Il faut aussi que le plan de relance s’attache à regarder ce qui se passe dans les autres régions de France, soit parce qu’il y a aussi des dégâts liés au changement climatique, soit parce qu’il y a un secteur industriel en difficulté ou des sujets qui ne sont pas encore aboutis dans nos réflexions nationales. Je pense, par exemple, à la pérennité du système DEFI Forêt (encouragement fiscal à l’investissement en forêt), du CIFA (Compte d’Investissement Forestier et d’Assurance) ou des réseaux de DFCI (défense des forêts contre les incendies). Tout ne pourra pas rentrer dans le plan de relance, mais il faut avoir une vision économique de ce massif forestier dans ce cadre.

@qui.fr – Dans ce même rapport, on retient un autre chiffre : la volonté de tripler la quantité de bois pour la construction d’ici 2050. Pensez-vous qu’il soit réaliste ?

RdL – C’est en effet un défi ambitieux, en particulier sur l’ossature bois. On voit par exemple que sur Euratlantique à Bordeaux, la totalité des nouveaux bâtiments seront à ossature bois (quartier Armagnac Sud, 16 immeubles). C’est encore peut-être trop lent pour certain mais c’est déjà un gros progrès. C’est un objectif tout à fait atteignable à condition que la société accepte bien de faire le lien entre cette construction bois qu’elle plébiscite et l’exploitation des arbres. D’un côté on a cette volonté d’utiliser le matériau bois en substitution de matériaux trop énergivores comme l’acier ou le béton mais, en face, on nous dit qu’on ne doit pas couper d’arbres… Je crois à cet objectif si les parties prenantes deviennent raisonnables et comprennent que l’atteindre passera par une forêt cultivée, productrice de bois d’œuvre, gérée et au service de nos ambitions. 

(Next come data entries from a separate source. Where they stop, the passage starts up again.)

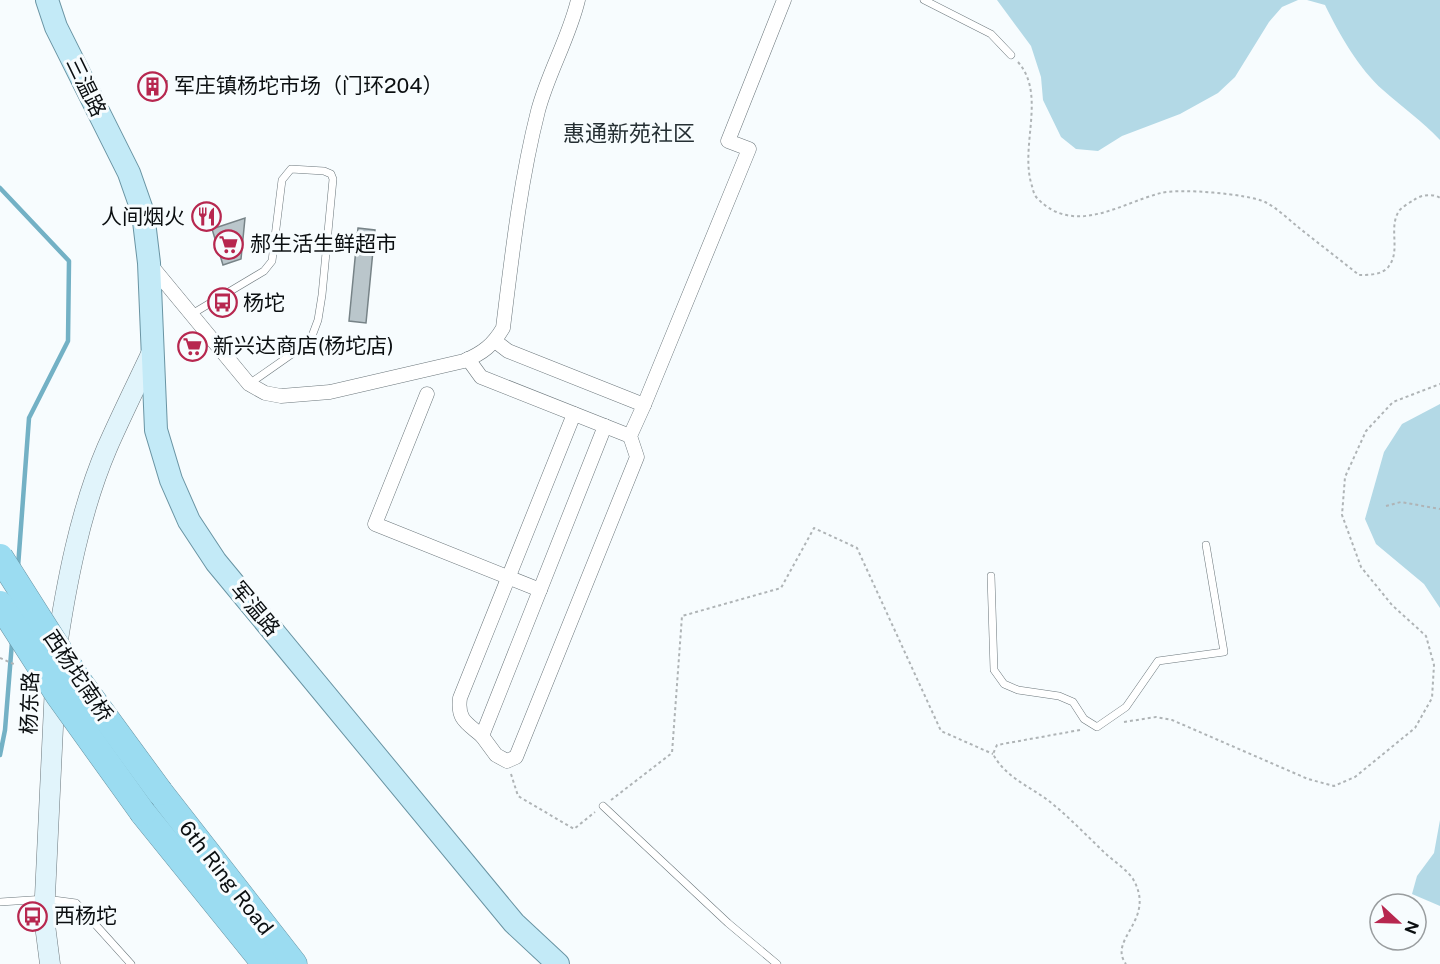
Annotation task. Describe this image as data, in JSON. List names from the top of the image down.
{
  "streets": {
    "highway": ["西杨坨南桥", "6th Ring Road"],
    "main road": ["三温路", "军温路"],
    "street": ["杨东路"]
  },
  "crossings": [
    ["三温路", "军温路"],
    ["军温路", "杨东路"],
    ["西杨坨南桥", "6th Ring Road"]
  ],
  "districts": ["惠通新苑社区"],
  "places": {
    "building": ["军庄镇杨坨市场（门环204）"],
    "restaurant": ["人间烟火"],
    "supermarket": ["郝生活生鲜超市", "新兴达商店(杨坨店)"],
    "bus stop": ["杨坨", "西杨坨"]
  },
  "north": "right"
}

@qui.fr – Pour poursuivre ses objectifs de compensation carbone, la filière compte sur le « label bas carbone ». Pour l’instant, seuls 35 projets sont labellisés en France. Pourquoi ça rame ?

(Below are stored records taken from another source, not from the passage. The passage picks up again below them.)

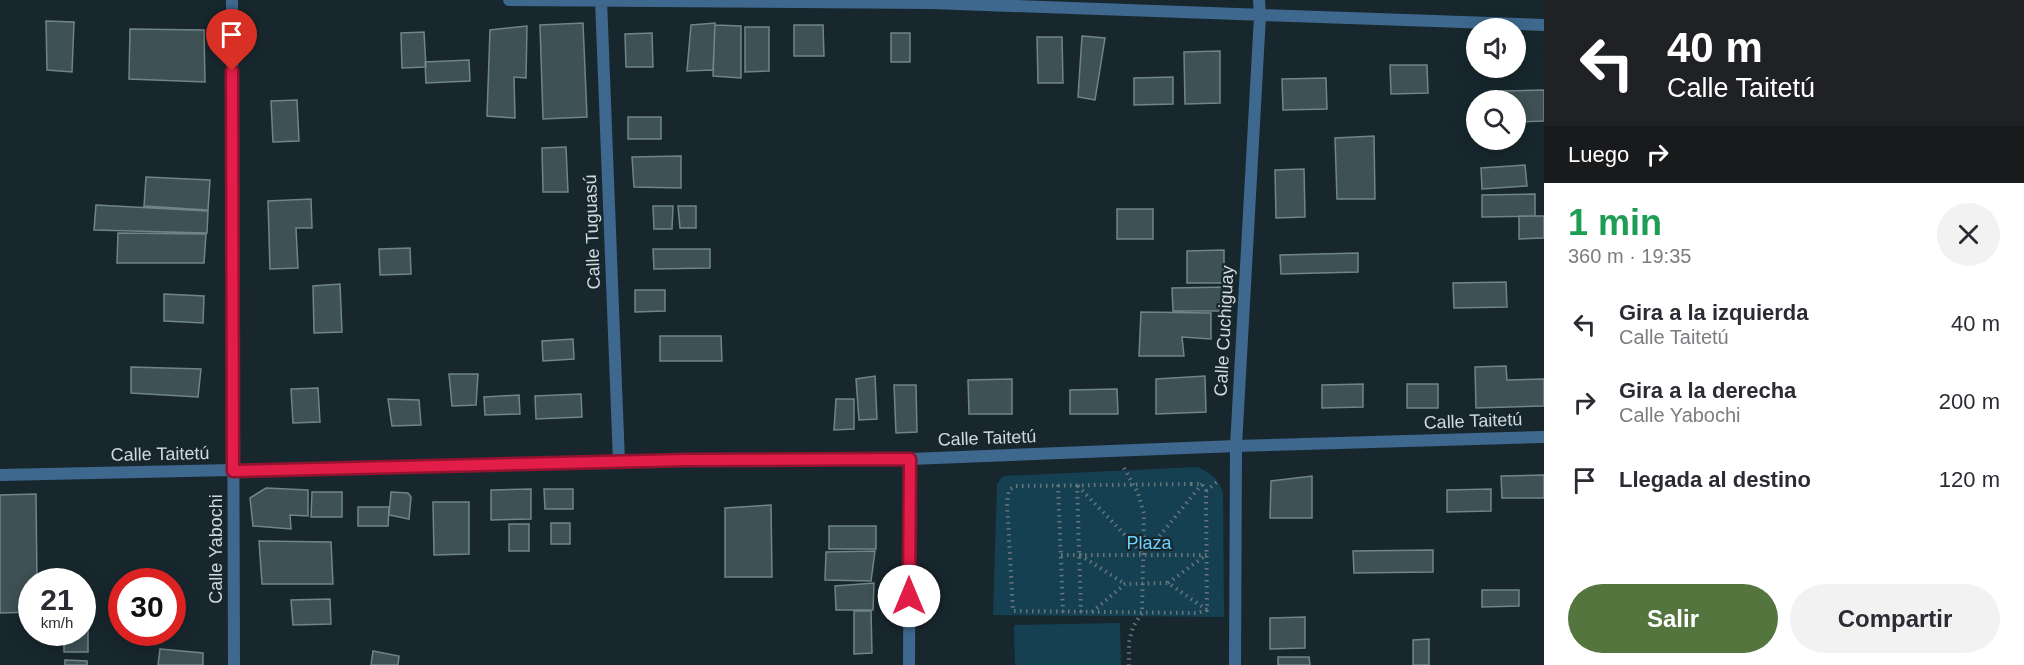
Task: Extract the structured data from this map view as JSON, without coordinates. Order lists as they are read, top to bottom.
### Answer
{
  "streets": {
    "street": [
      "Calle Tuguasú",
      "Calle Cuchiguay",
      "Calle Taitetú",
      "Calle Yabochi"
    ]
  },
  "crossings": [
    ["Calle Tuguasú", "Calle Taitetú"],
    ["Calle Cuchiguay", "Calle Taitetú"],
    ["Calle Taitetú", "Calle Yabochi"]
  ],
  "parks": ["Plaza"],
  "page": {
    "turn": ["40 m", "Calle Taitetú"],
    "then": "Luego",
    "heading": ["1 min", "360 m · 19:35"],
    "list": [
      {
        "name": "Gira a la izquierda",
        "note": "Calle Taitetú",
        "value": "40 m"
      },
      {
        "name": "Gira a la derecha",
        "note": "Calle Yabochi",
        "value": "200 m"
      },
      {
        "name": "Llegada al destino",
        "value": "120 m"
      }
    ],
    "speed": "21 km/h",
    "limit": "30",
    "buttons": ["Salir", "Compartir"]
  }
}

RdL – D’abord, on sent bien que les propriétaires qui s’investissent dans ces dossiers carbone ne le font pas uniquement pour la facilité d’avoir un reboisement pris en charge par l’entreprise qui compense mais rentrent complètement dans le jeu, les objectifs sont presque ludiques dans ce « jeu » du carbone. C’est là qu’on parle de sylviculture « carbone plus », c’est-à-dire qui va au-delà des espérances du label.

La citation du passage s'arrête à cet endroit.